(Beginning of Supplied data)

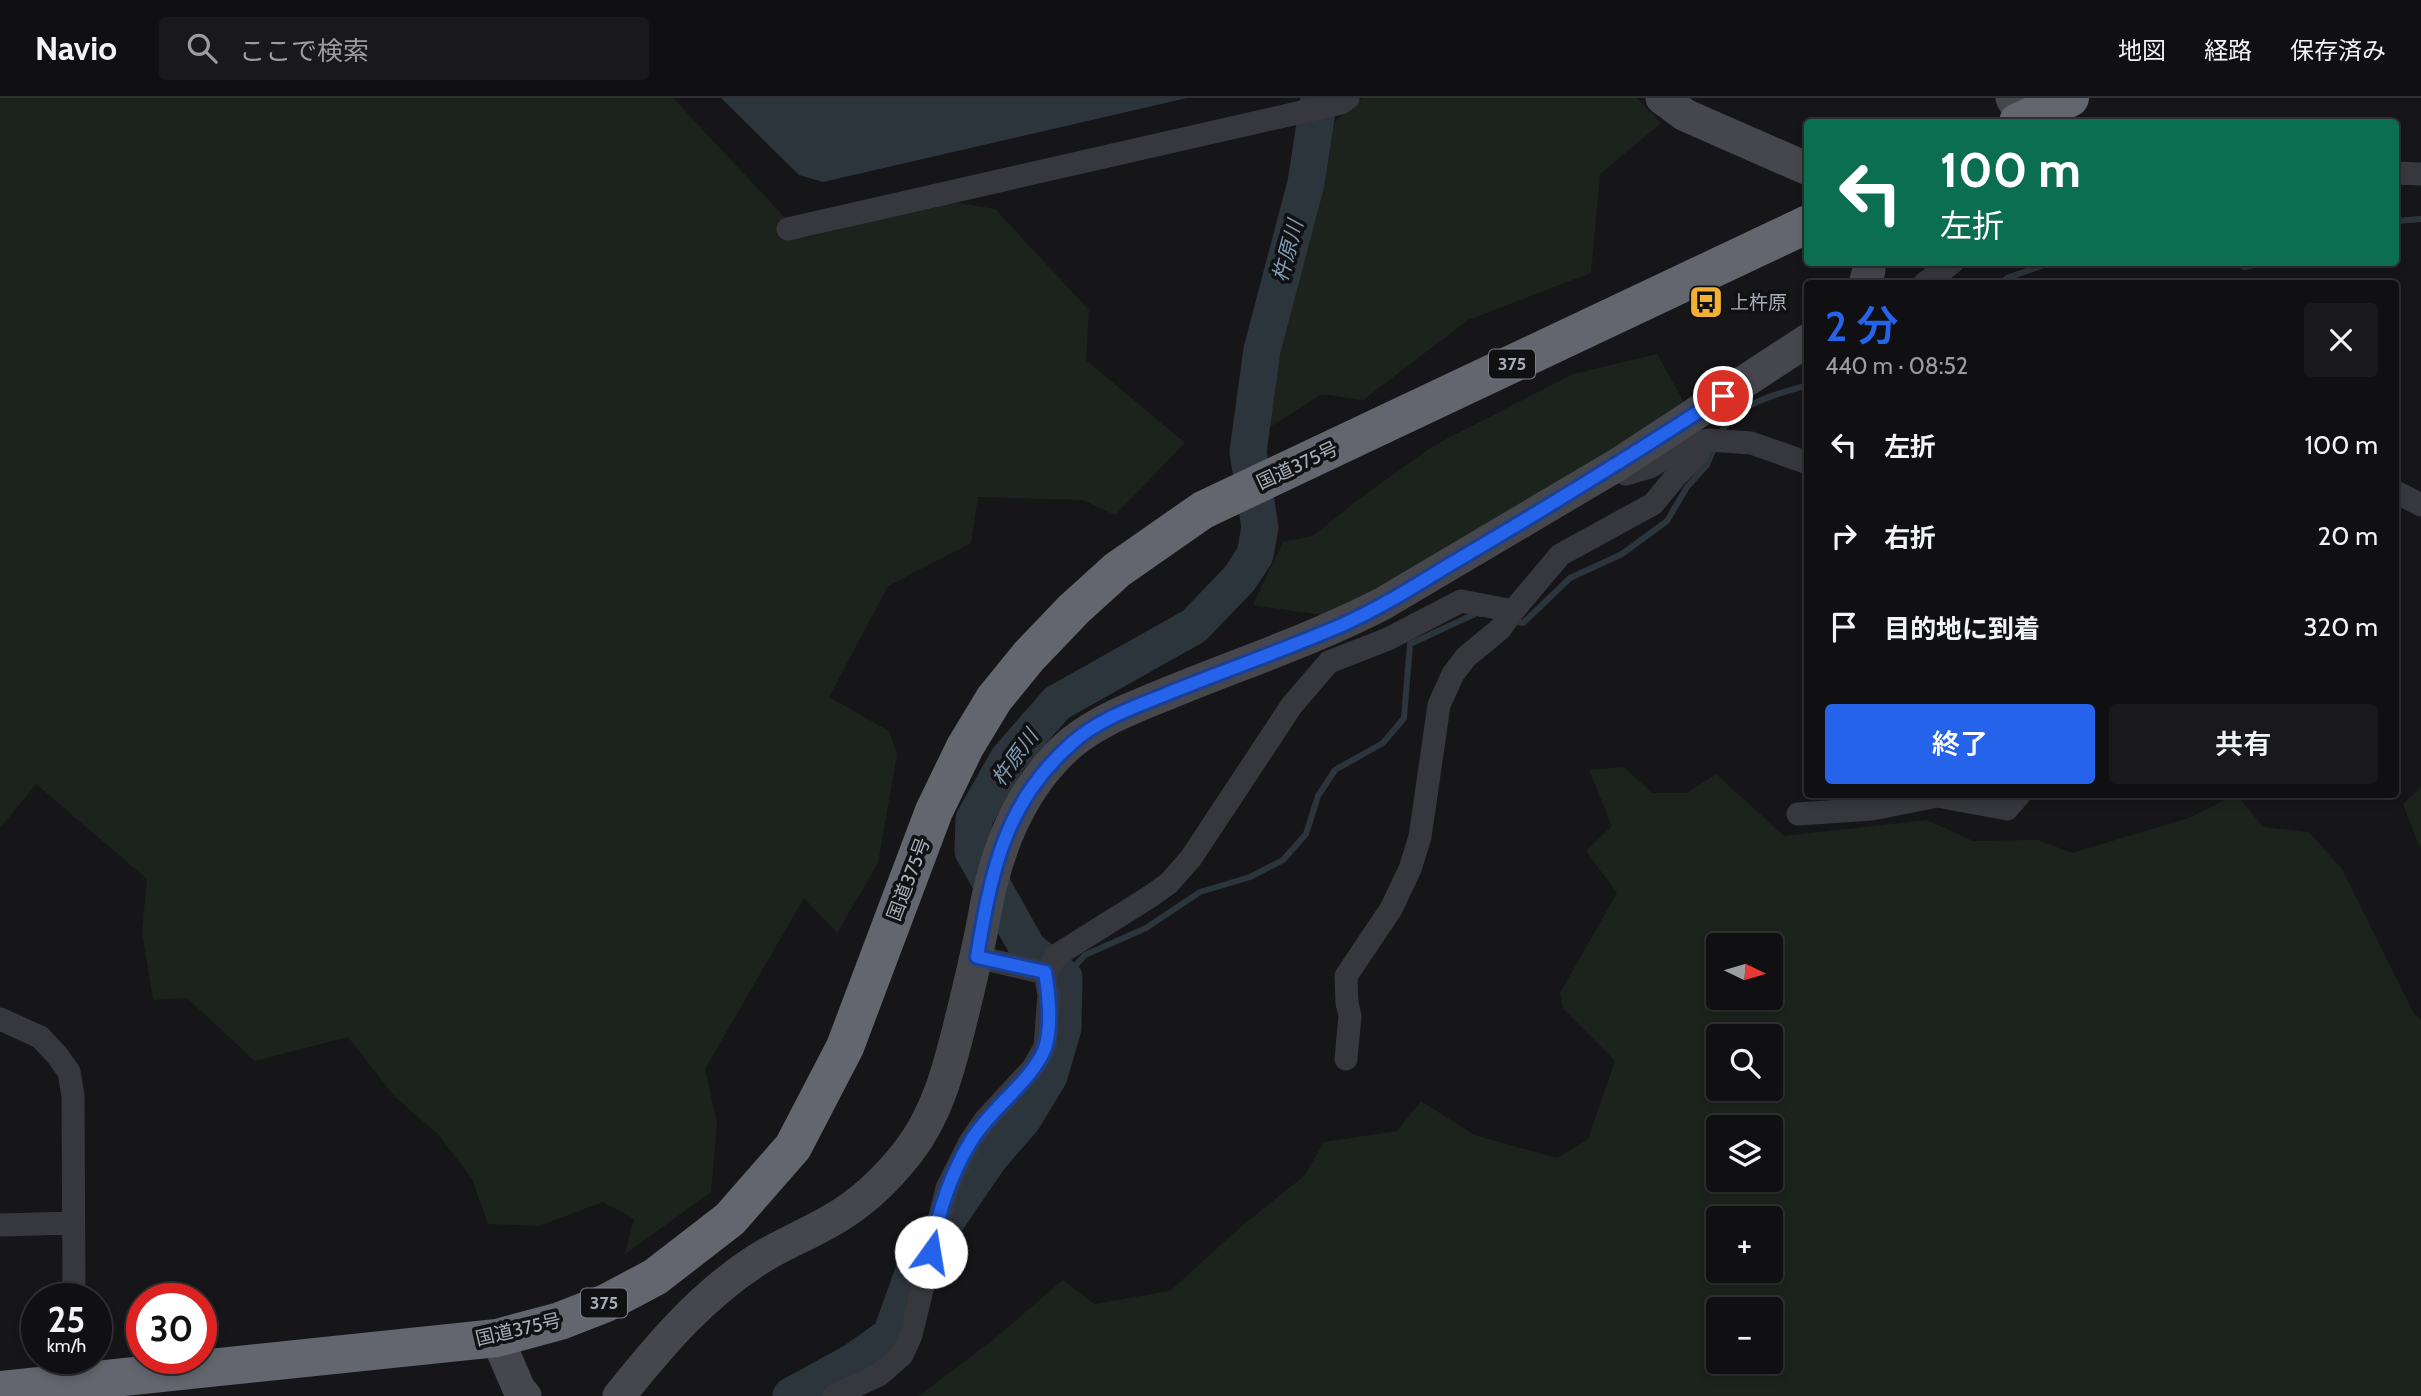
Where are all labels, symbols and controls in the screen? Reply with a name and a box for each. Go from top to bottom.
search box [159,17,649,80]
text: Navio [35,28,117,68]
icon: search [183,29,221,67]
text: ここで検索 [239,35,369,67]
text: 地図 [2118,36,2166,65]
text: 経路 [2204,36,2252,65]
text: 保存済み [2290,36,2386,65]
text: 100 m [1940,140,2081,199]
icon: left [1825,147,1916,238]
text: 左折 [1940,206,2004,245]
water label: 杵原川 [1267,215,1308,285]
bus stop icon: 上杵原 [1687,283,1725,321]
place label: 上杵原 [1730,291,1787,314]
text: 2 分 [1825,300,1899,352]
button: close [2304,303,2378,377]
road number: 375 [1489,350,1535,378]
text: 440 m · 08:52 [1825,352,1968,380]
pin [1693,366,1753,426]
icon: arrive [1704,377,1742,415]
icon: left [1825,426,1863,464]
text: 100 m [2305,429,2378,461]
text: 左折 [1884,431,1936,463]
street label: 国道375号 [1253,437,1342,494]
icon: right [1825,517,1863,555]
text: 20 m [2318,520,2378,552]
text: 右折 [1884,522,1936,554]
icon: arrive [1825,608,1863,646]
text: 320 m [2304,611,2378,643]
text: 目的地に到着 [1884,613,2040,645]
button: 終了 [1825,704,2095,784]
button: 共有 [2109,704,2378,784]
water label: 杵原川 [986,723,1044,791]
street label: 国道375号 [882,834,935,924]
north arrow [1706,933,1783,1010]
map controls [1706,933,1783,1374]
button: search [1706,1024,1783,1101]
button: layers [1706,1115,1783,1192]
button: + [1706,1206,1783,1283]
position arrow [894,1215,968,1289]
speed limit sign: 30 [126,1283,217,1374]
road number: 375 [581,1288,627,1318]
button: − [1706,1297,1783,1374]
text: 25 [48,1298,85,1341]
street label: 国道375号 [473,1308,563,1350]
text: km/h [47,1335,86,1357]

(End of Supplied data)

» **Goal of the exercise**
Each line above where the word "water" occurs should be copied out.

» **Response to the task**
water label: 杵原川 [1267,215,1308,285]
water label: 杵原川 [986,723,1044,791]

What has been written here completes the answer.